> **PROBLEM DETAILS**: Please copy out every line of the data word for word.

> **DATA FOR ANALYSIS**:
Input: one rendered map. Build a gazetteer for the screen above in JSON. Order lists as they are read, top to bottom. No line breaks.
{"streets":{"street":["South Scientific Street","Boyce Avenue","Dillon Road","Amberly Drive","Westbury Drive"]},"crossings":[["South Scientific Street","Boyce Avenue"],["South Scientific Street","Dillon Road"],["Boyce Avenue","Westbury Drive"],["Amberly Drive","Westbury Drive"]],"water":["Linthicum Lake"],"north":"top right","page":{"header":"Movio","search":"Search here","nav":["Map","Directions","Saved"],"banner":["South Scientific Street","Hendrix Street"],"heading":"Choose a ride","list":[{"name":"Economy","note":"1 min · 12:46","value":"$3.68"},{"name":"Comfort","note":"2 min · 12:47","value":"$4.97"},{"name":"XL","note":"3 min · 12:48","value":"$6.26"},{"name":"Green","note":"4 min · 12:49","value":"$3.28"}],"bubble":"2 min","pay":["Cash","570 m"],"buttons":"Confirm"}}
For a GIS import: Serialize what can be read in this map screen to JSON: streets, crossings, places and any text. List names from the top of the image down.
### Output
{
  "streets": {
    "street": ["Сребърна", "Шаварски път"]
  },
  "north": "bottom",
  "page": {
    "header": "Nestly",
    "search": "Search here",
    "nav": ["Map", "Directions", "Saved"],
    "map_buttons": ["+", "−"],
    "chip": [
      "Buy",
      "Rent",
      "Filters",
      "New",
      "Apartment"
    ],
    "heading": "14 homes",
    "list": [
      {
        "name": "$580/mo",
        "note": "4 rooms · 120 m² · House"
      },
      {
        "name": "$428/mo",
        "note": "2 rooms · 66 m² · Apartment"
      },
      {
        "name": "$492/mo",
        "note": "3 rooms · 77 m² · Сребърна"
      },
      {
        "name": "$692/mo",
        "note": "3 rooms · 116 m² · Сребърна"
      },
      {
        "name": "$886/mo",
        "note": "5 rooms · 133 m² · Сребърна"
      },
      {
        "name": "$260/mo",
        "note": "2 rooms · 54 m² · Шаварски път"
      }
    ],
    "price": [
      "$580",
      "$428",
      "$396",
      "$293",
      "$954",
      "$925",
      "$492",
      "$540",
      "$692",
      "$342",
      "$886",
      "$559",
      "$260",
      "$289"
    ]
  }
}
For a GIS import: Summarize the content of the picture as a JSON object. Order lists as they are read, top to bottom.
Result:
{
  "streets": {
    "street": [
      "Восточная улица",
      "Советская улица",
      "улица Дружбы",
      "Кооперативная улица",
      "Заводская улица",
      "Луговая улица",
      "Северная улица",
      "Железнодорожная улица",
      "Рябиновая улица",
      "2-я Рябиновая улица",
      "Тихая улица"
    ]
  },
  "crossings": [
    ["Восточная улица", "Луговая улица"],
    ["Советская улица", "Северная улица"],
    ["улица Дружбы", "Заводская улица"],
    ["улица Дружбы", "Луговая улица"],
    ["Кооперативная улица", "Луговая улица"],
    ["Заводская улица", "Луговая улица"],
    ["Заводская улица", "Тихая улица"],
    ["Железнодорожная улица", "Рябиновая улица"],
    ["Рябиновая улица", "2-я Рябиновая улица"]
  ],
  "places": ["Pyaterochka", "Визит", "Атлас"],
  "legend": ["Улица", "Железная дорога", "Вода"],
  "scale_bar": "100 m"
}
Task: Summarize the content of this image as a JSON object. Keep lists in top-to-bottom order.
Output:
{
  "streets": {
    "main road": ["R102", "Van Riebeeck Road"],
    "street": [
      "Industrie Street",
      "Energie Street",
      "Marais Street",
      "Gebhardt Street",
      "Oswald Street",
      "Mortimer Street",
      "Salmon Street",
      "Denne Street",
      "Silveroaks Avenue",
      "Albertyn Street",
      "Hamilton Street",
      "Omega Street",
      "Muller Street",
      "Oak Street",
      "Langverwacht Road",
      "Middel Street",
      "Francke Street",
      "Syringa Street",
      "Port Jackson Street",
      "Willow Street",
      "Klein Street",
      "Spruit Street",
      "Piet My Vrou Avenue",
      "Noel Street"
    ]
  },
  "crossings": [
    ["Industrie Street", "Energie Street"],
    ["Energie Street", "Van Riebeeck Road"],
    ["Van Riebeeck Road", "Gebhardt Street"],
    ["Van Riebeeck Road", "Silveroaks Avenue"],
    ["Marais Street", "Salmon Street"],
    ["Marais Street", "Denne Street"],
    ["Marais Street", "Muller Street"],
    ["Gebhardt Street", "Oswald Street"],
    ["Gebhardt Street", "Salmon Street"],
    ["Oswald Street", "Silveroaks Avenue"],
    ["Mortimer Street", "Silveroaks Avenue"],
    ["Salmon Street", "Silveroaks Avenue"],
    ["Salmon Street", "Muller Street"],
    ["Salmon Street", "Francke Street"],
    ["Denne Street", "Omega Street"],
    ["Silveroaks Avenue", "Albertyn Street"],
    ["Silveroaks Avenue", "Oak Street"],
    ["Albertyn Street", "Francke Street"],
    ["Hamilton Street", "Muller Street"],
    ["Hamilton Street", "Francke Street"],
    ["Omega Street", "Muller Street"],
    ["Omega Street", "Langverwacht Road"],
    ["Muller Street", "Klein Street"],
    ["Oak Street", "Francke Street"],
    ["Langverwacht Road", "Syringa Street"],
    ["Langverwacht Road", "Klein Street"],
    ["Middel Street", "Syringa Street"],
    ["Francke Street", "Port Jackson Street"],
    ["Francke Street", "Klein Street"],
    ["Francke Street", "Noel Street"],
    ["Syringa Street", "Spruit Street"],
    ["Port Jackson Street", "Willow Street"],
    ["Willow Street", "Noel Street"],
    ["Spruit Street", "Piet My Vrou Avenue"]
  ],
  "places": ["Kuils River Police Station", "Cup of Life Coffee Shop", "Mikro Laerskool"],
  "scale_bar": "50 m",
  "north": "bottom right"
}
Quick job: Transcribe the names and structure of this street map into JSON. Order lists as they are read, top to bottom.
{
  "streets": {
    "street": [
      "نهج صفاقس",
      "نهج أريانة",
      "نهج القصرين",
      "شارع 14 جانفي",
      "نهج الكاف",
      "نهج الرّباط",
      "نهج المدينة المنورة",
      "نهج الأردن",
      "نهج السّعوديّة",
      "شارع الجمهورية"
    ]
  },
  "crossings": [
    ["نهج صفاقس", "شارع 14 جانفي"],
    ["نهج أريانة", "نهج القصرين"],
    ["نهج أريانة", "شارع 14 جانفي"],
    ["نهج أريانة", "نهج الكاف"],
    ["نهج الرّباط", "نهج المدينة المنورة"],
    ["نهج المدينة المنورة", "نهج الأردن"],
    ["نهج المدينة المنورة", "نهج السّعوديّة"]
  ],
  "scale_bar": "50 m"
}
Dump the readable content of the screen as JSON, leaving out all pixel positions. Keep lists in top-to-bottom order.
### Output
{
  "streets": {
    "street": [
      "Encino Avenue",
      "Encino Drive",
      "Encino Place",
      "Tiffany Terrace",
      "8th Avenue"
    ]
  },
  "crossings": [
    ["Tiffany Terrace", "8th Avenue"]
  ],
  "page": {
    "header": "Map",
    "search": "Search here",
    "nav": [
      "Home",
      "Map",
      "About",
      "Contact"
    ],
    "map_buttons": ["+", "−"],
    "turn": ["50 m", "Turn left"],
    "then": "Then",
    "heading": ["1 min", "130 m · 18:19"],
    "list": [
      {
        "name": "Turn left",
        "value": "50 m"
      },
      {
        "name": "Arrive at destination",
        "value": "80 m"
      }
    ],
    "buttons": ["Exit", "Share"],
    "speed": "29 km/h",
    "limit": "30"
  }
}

> **ANSWER TO THIS EXERCISE**:
Input: one rendered map. Build a gazetteer for the screen above in JSON. Order lists as they are read, top to bottom. No line breaks.
{"streets":{"street":["South Scientific Street","Boyce Avenue","Dillon Road","Amberly Drive","Westbury Drive"]},"crossings":[["South Scientific Street","Boyce Avenue"],["South Scientific Street","Dillon Road"],["Boyce Avenue","Westbury Drive"],["Amberly Drive","Westbury Drive"]],"water":["Linthicum Lake"],"north":"top right","page":{"header":"Movio","search":"Search here","nav":["Map","Directions","Saved"],"banner":["South Scientific Street","Hendrix Street"],"heading":"Choose a ride","list":[{"name":"Economy","note":"1 min · 12:46","value":"$3.68"},{"name":"Comfort","note":"2 min · 12:47","value":"$4.97"},{"name":"XL","note":"3 min · 12:48","value":"$6.26"},{"name":"Green","note":"4 min · 12:49","value":"$3.28"}],"bubble":"2 min","pay":["Cash","570 m"],"buttons":"Confirm"}}
For a GIS import: Serialize what can be read in this map screen to JSON: streets, crossings, places and any text. List names from the top of the image down.
### Output
{
  "streets": {
    "street": ["Сребърна", "Шаварски път"]
  },
  "north": "bottom",
  "page": {
    "header": "Nestly",
    "search": "Search here",
    "nav": ["Map", "Directions", "Saved"],
    "map_buttons": ["+", "−"],
    "chip": [
      "Buy",
      "Rent",
      "Filters",
      "New",
      "Apartment"
    ],
    "heading": "14 homes",
    "list": [
      {
        "name": "$580/mo",
        "note": "4 rooms · 120 m² · House"
      },
      {
        "name": "$428/mo",
        "note": "2 rooms · 66 m² · Apartment"
      },
      {
        "name": "$492/mo",
        "note": "3 rooms · 77 m² · Сребърна"
      },
      {
        "name": "$692/mo",
        "note": "3 rooms · 116 m² · Сребърна"
      },
      {
        "name": "$886/mo",
        "note": "5 rooms · 133 m² · Сребърна"
      },
      {
        "name": "$260/mo",
        "note": "2 rooms · 54 m² · Шаварски път"
      }
    ],
    "price": [
      "$580",
      "$428",
      "$396",
      "$293",
      "$954",
      "$925",
      "$492",
      "$540",
      "$692",
      "$342",
      "$886",
      "$559",
      "$260",
      "$289"
    ]
  }
}
For a GIS import: Summarize the content of the picture as a JSON object. Order lists as they are read, top to bottom.
Result:
{
  "streets": {
    "street": [
      "Восточная улица",
      "Советская улица",
      "улица Дружбы",
      "Кооперативная улица",
      "Заводская улица",
      "Луговая улица",
      "Северная улица",
      "Железнодорожная улица",
      "Рябиновая улица",
      "2-я Рябиновая улица",
      "Тихая улица"
    ]
  },
  "crossings": [
    ["Восточная улица", "Луговая улица"],
    ["Советская улица", "Северная улица"],
    ["улица Дружбы", "Заводская улица"],
    ["улица Дружбы", "Луговая улица"],
    ["Кооперативная улица", "Луговая улица"],
    ["Заводская улица", "Луговая улица"],
    ["Заводская улица", "Тихая улица"],
    ["Железнодорожная улица", "Рябиновая улица"],
    ["Рябиновая улица", "2-я Рябиновая улица"]
  ],
  "places": ["Pyaterochka", "Визит", "Атлас"],
  "legend": ["Улица", "Железная дорога", "Вода"],
  "scale_bar": "100 m"
}
Task: Summarize the content of this image as a JSON object. Keep lists in top-to-bottom order.
Output:
{
  "streets": {
    "main road": ["R102", "Van Riebeeck Road"],
    "street": [
      "Industrie Street",
      "Energie Street",
      "Marais Street",
      "Gebhardt Street",
      "Oswald Street",
      "Mortimer Street",
      "Salmon Street",
      "Denne Street",
      "Silveroaks Avenue",
      "Albertyn Street",
      "Hamilton Street",
      "Omega Street",
      "Muller Street",
      "Oak Street",
      "Langverwacht Road",
      "Middel Street",
      "Francke Street",
      "Syringa Street",
      "Port Jackson Street",
      "Willow Street",
      "Klein Street",
      "Spruit Street",
      "Piet My Vrou Avenue",
      "Noel Street"
    ]
  },
  "crossings": [
    ["Industrie Street", "Energie Street"],
    ["Energie Street", "Van Riebeeck Road"],
    ["Van Riebeeck Road", "Gebhardt Street"],
    ["Van Riebeeck Road", "Silveroaks Avenue"],
    ["Marais Street", "Salmon Street"],
    ["Marais Street", "Denne Street"],
    ["Marais Street", "Muller Street"],
    ["Gebhardt Street", "Oswald Street"],
    ["Gebhardt Street", "Salmon Street"],
    ["Oswald Street", "Silveroaks Avenue"],
    ["Mortimer Street", "Silveroaks Avenue"],
    ["Salmon Street", "Silveroaks Avenue"],
    ["Salmon Street", "Muller Street"],
    ["Salmon Street", "Francke Street"],
    ["Denne Street", "Omega Street"],
    ["Silveroaks Avenue", "Albertyn Street"],
    ["Silveroaks Avenue", "Oak Street"],
    ["Albertyn Street", "Francke Street"],
    ["Hamilton Street", "Muller Street"],
    ["Hamilton Street", "Francke Street"],
    ["Omega Street", "Muller Street"],
    ["Omega Street", "Langverwacht Road"],
    ["Muller Street", "Klein Street"],
    ["Oak Street", "Francke Street"],
    ["Langverwacht Road", "Syringa Street"],
    ["Langverwacht Road", "Klein Street"],
    ["Middel Street", "Syringa Street"],
    ["Francke Street", "Port Jackson Street"],
    ["Francke Street", "Klein Street"],
    ["Francke Street", "Noel Street"],
    ["Syringa Street", "Spruit Street"],
    ["Port Jackson Street", "Willow Street"],
    ["Willow Street", "Noel Street"],
    ["Spruit Street", "Piet My Vrou Avenue"]
  ],
  "places": ["Kuils River Police Station", "Cup of Life Coffee Shop", "Mikro Laerskool"],
  "scale_bar": "50 m",
  "north": "bottom right"
}
Quick job: Transcribe the names and structure of this street map into JSON. Order lists as they are read, top to bottom.
{
  "streets": {
    "street": [
      "نهج صفاقس",
      "نهج أريانة",
      "نهج القصرين",
      "شارع 14 جانفي",
      "نهج الكاف",
      "نهج الرّباط",
      "نهج المدينة المنورة",
      "نهج الأردن",
      "نهج السّعوديّة",
      "شارع الجمهورية"
    ]
  },
  "crossings": [
    ["نهج صفاقس", "شارع 14 جانفي"],
    ["نهج أريانة", "نهج القصرين"],
    ["نهج أريانة", "شارع 14 جانفي"],
    ["نهج أريانة", "نهج الكاف"],
    ["نهج الرّباط", "نهج المدينة المنورة"],
    ["نهج المدينة المنورة", "نهج الأردن"],
    ["نهج المدينة المنورة", "نهج السّعوديّة"]
  ],
  "scale_bar": "50 m"
}
Dump the readable content of the screen as JSON, leaving out all pixel positions. Keep lists in top-to-bottom order.
### Output
{
  "streets": {
    "street": [
      "Encino Avenue",
      "Encino Drive",
      "Encino Place",
      "Tiffany Terrace",
      "8th Avenue"
    ]
  },
  "crossings": [
    ["Tiffany Terrace", "8th Avenue"]
  ],
  "page": {
    "header": "Map",
    "search": "Search here",
    "nav": [
      "Home",
      "Map",
      "About",
      "Contact"
    ],
    "map_buttons": ["+", "−"],
    "turn": ["50 m", "Turn left"],
    "then": "Then",
    "heading": ["1 min", "130 m · 18:19"],
    "list": [
      {
        "name": "Turn left",
        "value": "50 m"
      },
      {
        "name": "Arrive at destination",
        "value": "80 m"
      }
    ],
    "buttons": ["Exit", "Share"],
    "speed": "29 km/h",
    "limit": "30"
  }
}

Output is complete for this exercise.